= Herman Hupfeld =

American songwriter (1894–1951)

Herman Hupfeld (February 18, 1894 – June 8, 1951) was an American songwriter, whose most notable composition was the lyrics and music of "As Time Goes By".

==Life and career==
Hupfeld was born in Montclair, New Jersey, the son of Fredericka (Rader), a church organist, and Charles Ludwig Hupfeld. He was sent to study the violin in Germany at the age of nine. Returning to the United States, he graduated from Montclair High School in 1915 and enlisted in the Navy during World War I. Following the war, he commenced a songwriting career. He entertained camps and hospitals during World War II.

Hupfeld never wrote a whole Broadway score, but became known as someone who could write a song to fit a specific scene within a show. Besides "As Time Goes By", his best-known songs include "Sing Something Simple", "Let's Put Out the Lights (and Go to Sleep)", "When Yuba Plays the Rumba on the Tuba", "I've Gotta Get Up and Go to Work", "Are You Making Any Money?", "Savage Serenade", "Down the Old Back Road", "A Hut in Hoboken", "Night Owl", "Honey Ma Love", "Baby's Blue", "Untitled" and "The Calinda". While not known as a public performer, he is featured on a 78 rpm gramophone record with Victor Young & his Orchestra, recorded on January 22, 1932, singing and playing piano on two of his compositions, "Goopy Geer (He Plays Piano and He Plays By Ear)" and "Down the Old Back Road". Hupfeld wrote the song "Goopy Geer", which became the basis for the Merrie Melodies cartoon of the same name Goopy Geer and consequently the titular character.

Hupfeld never married, and lived with his mother in Montclair until his death from a stroke in 1951 at the age of 57. He was buried at Mount Hebron Cemetery, Montclair, New Jersey. His mother died six years later, aged 90. While Hupfeld was alive, their house was often visited by people from the world of entertainment, including Bing Crosby and Mae West. Crosby recorded "As Time Goes By" in 1943.

=="As Time Goes By"==
"As Time Goes By" is most famous from the film Casablanca (1942). It was originally written for the Broadway show Everybody's Welcome (1931), which ran for 139 performances. In 1931, the song was a modest hit, with versions issued on Victor, Columbia, Brunswick and the dime store labels.

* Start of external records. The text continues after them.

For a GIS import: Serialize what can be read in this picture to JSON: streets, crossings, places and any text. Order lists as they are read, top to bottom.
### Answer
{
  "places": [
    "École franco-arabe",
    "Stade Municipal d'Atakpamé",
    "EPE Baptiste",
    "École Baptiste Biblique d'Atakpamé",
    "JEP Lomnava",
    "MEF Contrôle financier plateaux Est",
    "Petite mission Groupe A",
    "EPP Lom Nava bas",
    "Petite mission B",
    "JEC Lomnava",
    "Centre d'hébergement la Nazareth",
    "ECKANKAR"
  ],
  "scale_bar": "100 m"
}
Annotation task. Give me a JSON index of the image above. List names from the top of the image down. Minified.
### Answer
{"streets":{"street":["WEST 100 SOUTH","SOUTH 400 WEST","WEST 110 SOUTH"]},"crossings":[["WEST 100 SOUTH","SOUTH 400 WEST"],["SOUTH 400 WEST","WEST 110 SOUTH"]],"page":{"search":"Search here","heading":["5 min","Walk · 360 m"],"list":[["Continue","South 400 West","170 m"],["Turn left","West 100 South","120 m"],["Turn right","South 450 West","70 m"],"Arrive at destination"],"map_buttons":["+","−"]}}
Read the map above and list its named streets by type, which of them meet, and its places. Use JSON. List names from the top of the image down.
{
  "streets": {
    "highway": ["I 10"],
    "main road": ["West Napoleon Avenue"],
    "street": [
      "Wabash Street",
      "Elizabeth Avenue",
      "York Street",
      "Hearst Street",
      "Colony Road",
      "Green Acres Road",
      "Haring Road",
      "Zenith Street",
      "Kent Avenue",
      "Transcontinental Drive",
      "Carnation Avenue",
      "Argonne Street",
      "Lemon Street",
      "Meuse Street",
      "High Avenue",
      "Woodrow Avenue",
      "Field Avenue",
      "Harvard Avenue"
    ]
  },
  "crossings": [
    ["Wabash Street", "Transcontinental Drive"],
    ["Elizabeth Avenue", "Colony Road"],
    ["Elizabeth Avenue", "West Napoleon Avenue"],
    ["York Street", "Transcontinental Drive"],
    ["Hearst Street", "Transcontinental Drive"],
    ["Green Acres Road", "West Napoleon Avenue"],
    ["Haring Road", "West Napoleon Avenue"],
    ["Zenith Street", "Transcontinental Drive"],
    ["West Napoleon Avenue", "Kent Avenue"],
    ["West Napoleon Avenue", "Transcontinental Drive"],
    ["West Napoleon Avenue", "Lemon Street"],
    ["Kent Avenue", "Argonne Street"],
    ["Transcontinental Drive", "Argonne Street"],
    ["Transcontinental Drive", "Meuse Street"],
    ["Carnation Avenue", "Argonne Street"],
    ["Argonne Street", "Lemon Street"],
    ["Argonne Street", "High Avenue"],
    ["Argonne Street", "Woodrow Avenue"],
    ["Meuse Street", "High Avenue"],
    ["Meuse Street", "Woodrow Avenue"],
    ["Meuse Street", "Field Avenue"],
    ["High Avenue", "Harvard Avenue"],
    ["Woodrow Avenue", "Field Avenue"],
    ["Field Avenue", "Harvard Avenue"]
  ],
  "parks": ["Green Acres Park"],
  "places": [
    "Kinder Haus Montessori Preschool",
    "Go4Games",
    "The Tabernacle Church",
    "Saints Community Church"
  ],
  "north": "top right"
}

The song was featured in the unproduced play Everybody Comes To Rick's, the basis for the Casablanca story and script. Against the wishes of Max Steiner, who wrote the music for the film, it was decided to feature the song in the 1942 film. It has been well documented that the producers considered dropping the song in post-production but, since Ingrid Bergman had been given the part of Maria in Paramount's For Whom the Bell Tolls and had cut her hair for the part, it would not have been possible to reshoot her scenes in which the song was performed or to meet her request that Sam (Dooley Wilson) play a different song.